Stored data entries
========

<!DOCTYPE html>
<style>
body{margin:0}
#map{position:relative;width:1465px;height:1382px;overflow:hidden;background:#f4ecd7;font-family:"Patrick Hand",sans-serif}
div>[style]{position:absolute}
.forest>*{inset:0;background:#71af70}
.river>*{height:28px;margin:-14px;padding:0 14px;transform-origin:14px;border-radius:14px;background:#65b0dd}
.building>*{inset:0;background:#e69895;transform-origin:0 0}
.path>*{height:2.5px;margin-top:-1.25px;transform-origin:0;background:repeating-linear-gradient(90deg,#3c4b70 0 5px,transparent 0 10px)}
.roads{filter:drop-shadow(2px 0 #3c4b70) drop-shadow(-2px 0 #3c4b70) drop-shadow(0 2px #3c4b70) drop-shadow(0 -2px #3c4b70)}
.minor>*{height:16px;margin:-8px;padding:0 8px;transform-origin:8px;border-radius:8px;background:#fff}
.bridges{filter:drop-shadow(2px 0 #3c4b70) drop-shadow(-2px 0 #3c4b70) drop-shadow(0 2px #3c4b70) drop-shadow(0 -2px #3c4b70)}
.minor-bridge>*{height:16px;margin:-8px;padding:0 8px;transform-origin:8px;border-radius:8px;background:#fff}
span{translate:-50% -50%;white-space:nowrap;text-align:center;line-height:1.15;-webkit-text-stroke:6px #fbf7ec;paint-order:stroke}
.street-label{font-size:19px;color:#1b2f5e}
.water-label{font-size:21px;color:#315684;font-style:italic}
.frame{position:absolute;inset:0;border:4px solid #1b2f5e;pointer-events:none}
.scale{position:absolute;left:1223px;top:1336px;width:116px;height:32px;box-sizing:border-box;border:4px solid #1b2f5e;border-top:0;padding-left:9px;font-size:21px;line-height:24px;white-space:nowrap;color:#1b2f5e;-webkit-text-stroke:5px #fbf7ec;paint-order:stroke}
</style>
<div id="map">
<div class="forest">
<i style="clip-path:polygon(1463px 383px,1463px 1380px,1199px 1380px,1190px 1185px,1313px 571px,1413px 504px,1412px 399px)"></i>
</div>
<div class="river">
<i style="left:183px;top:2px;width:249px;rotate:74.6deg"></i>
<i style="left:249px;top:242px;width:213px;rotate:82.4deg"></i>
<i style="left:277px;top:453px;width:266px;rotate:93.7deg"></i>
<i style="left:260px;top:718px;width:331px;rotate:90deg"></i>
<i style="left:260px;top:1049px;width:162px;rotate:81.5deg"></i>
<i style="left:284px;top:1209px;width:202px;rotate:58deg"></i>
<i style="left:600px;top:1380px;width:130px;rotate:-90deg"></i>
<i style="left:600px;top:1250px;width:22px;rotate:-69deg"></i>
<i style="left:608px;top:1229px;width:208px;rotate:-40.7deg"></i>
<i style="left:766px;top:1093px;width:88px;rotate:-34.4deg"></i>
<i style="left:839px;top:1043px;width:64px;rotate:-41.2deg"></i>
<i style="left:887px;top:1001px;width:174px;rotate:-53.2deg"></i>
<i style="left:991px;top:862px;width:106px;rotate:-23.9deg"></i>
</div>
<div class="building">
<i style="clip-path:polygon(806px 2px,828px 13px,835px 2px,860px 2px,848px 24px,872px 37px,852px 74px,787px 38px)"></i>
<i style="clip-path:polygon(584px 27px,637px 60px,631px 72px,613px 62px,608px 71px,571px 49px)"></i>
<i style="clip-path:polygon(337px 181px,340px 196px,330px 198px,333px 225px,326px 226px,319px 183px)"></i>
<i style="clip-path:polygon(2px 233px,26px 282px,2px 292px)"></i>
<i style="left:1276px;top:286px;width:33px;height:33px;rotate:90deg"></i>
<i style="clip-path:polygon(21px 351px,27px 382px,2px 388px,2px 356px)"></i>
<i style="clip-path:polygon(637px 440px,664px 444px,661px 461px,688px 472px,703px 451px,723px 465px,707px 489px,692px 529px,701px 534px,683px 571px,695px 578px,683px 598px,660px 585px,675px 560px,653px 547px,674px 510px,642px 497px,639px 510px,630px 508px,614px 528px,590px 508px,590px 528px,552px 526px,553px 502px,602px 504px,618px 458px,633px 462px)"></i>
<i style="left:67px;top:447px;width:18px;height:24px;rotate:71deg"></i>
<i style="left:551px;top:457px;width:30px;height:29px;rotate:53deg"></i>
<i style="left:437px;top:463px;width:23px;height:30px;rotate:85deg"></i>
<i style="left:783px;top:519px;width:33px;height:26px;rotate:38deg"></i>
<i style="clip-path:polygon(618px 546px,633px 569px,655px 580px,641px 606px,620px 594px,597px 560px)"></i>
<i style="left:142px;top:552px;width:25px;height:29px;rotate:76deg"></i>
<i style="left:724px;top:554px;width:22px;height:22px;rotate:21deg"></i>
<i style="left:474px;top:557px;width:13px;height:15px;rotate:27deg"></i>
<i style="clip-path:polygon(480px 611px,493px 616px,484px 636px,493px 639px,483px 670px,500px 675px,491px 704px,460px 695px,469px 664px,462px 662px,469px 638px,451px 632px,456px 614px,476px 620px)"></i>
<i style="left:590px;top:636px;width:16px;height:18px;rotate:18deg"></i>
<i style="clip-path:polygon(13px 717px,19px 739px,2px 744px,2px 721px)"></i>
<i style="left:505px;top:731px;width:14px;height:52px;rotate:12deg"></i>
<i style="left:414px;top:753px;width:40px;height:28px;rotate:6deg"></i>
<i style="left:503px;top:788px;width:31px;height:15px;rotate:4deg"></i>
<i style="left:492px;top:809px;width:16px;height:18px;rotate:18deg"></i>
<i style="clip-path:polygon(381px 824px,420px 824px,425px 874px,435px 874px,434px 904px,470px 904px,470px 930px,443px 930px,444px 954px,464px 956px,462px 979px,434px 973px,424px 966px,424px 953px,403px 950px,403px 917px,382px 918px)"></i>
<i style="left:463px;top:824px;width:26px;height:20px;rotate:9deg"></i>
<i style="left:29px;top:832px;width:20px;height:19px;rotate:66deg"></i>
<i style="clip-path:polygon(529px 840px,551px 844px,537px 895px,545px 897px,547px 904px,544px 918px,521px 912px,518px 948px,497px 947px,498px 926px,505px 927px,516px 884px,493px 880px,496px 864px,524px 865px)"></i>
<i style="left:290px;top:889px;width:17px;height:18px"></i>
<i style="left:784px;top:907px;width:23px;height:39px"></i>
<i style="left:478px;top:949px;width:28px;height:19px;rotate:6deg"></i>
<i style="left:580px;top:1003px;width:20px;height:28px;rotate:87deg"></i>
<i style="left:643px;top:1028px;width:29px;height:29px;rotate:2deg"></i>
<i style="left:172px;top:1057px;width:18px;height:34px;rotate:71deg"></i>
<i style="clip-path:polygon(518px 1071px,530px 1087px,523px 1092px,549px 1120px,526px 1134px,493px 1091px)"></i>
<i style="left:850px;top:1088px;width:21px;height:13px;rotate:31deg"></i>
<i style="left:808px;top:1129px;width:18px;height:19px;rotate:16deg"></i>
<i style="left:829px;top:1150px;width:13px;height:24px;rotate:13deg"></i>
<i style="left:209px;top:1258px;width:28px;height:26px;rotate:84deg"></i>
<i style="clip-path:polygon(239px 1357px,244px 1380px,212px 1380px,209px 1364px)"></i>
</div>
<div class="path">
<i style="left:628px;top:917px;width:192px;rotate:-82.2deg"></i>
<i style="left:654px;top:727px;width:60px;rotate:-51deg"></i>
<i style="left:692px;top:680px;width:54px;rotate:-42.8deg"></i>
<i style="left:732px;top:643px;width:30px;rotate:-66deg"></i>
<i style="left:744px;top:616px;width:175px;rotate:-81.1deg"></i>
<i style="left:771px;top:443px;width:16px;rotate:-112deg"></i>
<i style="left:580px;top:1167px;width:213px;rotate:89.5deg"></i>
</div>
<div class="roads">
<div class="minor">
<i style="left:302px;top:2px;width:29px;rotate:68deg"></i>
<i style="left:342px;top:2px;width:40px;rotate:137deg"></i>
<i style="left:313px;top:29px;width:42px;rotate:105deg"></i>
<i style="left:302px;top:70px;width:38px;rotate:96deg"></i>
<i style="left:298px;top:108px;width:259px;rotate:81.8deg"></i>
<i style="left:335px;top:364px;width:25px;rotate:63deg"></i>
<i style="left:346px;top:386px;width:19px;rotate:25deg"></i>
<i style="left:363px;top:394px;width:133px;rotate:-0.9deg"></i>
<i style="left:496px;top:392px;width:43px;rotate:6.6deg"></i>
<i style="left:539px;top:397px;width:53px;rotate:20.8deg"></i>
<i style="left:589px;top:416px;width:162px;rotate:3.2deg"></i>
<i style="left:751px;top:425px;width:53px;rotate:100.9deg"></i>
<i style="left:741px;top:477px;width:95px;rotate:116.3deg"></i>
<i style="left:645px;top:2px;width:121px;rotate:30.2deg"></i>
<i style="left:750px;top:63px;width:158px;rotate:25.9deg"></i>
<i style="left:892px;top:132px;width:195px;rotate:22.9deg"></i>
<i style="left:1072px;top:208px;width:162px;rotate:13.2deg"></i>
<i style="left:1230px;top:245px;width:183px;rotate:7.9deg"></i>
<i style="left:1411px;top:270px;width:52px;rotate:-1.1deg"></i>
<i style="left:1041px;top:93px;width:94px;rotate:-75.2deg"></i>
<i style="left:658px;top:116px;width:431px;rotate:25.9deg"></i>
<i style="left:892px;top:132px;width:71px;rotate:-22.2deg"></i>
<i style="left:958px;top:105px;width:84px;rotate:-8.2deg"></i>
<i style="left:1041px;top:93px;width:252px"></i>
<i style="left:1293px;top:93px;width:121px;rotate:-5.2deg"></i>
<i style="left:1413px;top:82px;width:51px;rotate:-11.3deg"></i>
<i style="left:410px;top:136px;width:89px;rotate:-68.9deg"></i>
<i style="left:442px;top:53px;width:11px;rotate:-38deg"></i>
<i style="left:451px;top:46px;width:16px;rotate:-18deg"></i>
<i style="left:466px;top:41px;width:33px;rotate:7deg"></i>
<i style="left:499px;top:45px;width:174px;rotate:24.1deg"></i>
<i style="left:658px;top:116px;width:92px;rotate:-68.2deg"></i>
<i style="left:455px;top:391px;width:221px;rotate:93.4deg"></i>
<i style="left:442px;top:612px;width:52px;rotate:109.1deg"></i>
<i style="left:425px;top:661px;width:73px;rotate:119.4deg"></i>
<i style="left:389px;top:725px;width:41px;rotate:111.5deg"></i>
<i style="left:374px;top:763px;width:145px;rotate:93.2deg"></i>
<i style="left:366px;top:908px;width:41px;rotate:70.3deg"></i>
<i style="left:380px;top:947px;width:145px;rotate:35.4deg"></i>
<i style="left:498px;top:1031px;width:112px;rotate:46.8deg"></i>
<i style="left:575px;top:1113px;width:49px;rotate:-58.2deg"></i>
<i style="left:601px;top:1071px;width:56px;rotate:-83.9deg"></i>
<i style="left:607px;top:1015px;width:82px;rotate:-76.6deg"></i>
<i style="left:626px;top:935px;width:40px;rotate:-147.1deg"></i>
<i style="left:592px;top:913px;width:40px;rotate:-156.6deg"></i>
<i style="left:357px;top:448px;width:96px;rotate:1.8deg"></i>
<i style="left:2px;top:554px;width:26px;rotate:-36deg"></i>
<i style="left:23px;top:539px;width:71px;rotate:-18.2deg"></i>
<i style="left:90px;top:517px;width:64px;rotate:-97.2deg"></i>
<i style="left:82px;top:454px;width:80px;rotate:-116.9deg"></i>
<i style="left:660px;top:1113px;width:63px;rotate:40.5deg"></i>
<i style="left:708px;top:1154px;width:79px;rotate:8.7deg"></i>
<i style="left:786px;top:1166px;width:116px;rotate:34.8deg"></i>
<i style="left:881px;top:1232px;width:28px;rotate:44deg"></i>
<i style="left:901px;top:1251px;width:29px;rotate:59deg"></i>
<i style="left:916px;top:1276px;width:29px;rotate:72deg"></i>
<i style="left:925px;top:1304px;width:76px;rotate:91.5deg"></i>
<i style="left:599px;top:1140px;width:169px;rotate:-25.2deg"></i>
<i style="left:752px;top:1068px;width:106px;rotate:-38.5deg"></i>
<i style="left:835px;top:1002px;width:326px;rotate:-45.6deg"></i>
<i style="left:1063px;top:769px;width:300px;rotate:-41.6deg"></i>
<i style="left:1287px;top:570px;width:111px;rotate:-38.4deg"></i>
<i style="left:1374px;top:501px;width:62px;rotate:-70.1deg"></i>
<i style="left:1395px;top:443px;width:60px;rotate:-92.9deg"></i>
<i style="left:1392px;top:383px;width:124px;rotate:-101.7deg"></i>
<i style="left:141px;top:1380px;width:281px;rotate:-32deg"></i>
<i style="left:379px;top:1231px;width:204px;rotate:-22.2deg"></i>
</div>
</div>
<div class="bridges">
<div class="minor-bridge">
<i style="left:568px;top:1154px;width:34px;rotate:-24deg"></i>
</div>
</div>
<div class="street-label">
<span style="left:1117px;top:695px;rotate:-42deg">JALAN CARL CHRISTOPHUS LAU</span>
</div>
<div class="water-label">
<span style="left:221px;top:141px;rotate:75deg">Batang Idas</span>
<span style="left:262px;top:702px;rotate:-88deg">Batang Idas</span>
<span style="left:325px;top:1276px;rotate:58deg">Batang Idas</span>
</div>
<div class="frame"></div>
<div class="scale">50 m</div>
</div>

========

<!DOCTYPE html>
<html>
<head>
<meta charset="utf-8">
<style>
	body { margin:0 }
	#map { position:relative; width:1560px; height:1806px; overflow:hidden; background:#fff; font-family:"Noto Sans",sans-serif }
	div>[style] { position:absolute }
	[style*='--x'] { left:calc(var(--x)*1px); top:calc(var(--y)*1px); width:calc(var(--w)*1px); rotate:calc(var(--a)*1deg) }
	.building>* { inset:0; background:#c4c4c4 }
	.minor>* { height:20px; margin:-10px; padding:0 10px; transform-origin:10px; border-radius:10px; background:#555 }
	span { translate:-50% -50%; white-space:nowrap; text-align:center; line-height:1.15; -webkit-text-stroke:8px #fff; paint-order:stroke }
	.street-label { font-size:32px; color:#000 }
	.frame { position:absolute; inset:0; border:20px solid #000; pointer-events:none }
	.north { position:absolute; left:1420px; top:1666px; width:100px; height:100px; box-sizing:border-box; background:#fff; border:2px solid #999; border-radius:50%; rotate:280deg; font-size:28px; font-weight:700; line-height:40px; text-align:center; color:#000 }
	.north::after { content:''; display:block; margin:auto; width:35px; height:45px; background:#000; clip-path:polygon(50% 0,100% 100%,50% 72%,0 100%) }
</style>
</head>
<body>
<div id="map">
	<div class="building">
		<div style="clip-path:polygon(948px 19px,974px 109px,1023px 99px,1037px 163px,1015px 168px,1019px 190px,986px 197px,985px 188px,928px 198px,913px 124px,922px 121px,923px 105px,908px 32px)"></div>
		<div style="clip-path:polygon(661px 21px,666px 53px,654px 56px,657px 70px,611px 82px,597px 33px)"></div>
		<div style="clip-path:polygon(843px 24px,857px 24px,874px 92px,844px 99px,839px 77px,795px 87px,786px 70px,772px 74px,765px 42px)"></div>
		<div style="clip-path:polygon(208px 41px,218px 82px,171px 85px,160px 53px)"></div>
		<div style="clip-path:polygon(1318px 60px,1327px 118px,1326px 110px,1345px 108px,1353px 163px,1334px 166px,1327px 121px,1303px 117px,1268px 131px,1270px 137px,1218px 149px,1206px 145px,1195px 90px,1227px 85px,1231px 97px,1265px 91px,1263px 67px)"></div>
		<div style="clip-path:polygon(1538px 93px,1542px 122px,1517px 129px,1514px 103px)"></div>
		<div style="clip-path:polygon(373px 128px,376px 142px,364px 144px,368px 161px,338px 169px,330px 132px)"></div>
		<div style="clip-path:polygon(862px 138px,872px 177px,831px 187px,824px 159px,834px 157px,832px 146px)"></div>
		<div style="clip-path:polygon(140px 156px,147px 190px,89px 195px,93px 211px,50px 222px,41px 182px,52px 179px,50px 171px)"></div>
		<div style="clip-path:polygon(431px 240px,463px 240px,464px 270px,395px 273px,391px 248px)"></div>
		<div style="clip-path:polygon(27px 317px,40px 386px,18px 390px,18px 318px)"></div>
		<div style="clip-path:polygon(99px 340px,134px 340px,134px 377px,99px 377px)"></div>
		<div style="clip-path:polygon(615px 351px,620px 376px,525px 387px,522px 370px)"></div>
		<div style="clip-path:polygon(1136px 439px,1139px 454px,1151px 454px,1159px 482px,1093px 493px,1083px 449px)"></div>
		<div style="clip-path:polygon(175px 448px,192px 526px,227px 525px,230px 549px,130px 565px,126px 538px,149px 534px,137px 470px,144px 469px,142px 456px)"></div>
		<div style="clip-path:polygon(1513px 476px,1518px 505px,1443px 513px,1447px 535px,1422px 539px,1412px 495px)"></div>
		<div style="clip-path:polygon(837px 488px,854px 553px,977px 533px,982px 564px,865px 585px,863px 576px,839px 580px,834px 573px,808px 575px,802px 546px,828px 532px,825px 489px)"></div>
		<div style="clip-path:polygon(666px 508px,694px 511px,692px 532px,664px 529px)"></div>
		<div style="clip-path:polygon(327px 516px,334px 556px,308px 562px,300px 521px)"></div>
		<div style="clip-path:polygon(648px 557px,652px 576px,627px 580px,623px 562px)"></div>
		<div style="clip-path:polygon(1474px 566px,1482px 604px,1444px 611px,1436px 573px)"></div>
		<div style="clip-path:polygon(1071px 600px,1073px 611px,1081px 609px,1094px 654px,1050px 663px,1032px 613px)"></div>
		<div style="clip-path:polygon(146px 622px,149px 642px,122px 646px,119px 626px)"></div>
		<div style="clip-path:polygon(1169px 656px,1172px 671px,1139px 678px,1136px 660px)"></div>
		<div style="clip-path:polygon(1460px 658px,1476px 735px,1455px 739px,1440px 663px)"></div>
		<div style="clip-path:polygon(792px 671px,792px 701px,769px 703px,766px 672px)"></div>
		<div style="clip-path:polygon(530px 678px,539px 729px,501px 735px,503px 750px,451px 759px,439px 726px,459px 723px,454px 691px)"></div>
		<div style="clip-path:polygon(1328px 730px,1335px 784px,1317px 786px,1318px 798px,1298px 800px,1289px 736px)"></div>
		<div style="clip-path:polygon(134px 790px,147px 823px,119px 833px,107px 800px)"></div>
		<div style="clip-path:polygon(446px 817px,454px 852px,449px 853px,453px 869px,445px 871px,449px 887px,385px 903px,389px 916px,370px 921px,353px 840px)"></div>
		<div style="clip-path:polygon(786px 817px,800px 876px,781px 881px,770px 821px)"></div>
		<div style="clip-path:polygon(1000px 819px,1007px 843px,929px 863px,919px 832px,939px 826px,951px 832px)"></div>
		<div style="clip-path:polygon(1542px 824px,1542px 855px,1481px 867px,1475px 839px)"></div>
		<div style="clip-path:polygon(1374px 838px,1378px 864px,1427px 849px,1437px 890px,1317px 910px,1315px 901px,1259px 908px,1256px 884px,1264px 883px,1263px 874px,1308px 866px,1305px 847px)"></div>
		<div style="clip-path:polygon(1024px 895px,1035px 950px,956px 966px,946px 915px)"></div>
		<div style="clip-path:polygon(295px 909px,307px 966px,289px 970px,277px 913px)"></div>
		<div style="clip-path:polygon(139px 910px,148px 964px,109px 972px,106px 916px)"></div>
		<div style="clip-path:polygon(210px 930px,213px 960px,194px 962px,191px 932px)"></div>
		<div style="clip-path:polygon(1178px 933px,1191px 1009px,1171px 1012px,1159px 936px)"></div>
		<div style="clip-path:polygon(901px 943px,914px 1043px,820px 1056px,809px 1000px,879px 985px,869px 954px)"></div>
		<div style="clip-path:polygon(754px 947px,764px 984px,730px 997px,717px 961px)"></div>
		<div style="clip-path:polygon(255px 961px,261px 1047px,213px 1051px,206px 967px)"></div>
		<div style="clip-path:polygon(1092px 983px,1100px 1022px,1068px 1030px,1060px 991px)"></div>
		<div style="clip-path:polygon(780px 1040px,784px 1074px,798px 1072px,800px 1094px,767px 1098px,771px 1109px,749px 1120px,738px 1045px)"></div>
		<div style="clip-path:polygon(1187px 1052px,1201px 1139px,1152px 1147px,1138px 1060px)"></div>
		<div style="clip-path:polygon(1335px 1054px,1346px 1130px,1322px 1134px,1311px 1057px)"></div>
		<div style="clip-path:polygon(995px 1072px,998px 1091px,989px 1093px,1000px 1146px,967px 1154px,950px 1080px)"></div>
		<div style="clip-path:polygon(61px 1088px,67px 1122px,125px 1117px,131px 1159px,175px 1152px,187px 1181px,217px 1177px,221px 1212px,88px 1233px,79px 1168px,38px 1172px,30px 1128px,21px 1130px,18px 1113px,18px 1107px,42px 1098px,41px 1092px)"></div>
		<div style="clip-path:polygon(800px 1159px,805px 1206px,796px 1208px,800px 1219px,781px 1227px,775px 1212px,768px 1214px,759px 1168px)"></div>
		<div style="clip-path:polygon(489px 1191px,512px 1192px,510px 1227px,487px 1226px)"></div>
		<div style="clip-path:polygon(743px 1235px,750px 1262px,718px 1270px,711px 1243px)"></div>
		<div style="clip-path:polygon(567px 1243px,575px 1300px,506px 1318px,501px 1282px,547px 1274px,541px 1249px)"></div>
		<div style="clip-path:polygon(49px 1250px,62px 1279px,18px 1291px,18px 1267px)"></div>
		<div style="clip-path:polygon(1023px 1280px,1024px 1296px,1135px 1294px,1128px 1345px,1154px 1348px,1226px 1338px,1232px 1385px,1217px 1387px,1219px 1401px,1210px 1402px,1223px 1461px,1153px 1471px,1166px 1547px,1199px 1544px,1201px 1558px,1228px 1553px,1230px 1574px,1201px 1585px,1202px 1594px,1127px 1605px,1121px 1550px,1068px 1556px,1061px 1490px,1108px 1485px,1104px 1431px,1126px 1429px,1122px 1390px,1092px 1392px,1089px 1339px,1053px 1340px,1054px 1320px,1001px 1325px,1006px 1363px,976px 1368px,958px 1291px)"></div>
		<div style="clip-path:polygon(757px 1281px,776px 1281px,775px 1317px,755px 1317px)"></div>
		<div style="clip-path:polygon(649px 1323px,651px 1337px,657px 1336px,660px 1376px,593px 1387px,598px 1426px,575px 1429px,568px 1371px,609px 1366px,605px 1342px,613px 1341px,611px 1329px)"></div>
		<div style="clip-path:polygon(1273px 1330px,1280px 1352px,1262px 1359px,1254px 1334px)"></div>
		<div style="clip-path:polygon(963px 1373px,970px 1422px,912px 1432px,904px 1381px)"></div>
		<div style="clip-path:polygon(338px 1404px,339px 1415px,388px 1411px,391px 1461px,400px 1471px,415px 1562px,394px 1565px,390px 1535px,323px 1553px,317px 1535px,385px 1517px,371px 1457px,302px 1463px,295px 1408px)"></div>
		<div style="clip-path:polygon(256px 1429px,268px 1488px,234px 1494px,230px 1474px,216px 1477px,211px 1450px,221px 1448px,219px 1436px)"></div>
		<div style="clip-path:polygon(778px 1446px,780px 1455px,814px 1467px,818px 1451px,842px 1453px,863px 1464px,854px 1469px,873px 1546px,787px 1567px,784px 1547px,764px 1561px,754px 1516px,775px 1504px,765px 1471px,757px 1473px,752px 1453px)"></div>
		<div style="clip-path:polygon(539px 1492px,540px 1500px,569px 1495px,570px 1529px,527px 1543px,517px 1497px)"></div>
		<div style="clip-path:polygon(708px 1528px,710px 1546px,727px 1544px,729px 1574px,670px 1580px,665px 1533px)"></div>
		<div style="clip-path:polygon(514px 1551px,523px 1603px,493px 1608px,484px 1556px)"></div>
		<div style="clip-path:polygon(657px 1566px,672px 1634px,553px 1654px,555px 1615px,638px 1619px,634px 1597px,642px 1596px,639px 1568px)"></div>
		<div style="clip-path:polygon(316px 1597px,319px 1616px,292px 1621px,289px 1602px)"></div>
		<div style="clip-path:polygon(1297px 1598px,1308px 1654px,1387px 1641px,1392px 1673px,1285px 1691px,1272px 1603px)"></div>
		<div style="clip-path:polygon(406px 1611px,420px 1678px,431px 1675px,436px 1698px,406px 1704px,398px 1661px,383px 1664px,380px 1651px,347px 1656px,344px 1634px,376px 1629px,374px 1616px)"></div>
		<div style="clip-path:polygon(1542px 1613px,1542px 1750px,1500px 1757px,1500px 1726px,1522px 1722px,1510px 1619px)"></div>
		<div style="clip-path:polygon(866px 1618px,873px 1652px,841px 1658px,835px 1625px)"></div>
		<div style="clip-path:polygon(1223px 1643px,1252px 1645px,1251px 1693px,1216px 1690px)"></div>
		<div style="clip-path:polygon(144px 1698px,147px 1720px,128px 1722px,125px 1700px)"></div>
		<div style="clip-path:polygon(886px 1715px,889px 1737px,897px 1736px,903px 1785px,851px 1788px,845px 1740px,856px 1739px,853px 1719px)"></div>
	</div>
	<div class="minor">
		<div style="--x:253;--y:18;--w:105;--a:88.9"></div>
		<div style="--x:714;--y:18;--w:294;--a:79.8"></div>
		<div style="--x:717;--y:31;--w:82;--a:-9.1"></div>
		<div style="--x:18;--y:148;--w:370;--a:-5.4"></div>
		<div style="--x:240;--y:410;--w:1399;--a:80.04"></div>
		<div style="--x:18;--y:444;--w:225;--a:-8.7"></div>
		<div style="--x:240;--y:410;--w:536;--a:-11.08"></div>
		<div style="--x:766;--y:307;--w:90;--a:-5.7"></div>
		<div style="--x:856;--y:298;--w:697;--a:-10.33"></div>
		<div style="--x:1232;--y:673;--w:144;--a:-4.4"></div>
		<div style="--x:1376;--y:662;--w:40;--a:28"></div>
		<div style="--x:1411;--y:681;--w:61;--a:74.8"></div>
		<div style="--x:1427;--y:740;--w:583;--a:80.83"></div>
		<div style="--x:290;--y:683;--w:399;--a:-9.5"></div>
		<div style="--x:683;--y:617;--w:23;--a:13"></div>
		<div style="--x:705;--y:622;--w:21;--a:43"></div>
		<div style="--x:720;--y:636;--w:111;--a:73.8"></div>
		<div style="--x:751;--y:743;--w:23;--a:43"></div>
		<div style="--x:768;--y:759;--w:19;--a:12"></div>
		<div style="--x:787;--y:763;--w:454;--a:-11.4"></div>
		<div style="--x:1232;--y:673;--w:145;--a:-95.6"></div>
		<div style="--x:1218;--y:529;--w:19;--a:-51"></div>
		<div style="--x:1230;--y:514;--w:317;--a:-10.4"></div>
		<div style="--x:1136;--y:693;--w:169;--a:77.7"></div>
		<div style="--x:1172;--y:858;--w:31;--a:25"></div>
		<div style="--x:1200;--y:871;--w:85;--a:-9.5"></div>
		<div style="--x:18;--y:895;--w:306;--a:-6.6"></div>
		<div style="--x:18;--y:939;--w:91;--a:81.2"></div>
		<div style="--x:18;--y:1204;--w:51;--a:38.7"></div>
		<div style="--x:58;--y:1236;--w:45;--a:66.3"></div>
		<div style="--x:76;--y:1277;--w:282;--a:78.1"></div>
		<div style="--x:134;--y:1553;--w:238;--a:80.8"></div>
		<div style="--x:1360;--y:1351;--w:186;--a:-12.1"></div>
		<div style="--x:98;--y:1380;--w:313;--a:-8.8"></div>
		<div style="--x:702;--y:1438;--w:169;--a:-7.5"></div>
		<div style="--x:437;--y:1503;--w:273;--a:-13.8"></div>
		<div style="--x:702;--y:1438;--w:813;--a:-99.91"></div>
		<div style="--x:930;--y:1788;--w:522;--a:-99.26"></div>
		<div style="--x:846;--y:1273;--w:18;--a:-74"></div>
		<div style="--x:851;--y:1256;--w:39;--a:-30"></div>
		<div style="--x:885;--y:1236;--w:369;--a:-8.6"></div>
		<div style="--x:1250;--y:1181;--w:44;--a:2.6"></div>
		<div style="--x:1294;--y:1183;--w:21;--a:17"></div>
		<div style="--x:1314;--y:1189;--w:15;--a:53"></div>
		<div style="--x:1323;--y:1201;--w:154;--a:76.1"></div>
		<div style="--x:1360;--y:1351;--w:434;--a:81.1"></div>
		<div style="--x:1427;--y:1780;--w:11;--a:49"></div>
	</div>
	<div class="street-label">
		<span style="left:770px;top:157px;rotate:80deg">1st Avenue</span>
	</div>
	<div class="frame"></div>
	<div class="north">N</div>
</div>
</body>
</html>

========

» **WORK ORDER**
Above are the records. Copy the lines beginning at the one that has "position:relative; width:1560px; height:1806px;" and ending with the one that has "translate:-50% -50%; white-space:nowrap;", unchanged.

» **TASK RESULT**
	#map { position:relative; width:1560px; height:1806px; overflow:hidden; background:#fff; font-family:"Noto Sans",sans-serif }
	div>[style] { position:absolute }
	[style*='--x'] { left:calc(var(--x)*1px); top:calc(var(--y)*1px); width:calc(var(--w)*1px); rotate:calc(var(--a)*1deg) }
	.building>* { inset:0; background:#c4c4c4 }
	.minor>* { height:20px; margin:-10px; padding:0 10px; transform-origin:10px; border-radius:10px; background:#555 }
	span { translate:-50% -50%; white-space:nowrap; text-align:center; line-height:1.15; -webkit-text-stroke:8px #fff; paint-order:stroke }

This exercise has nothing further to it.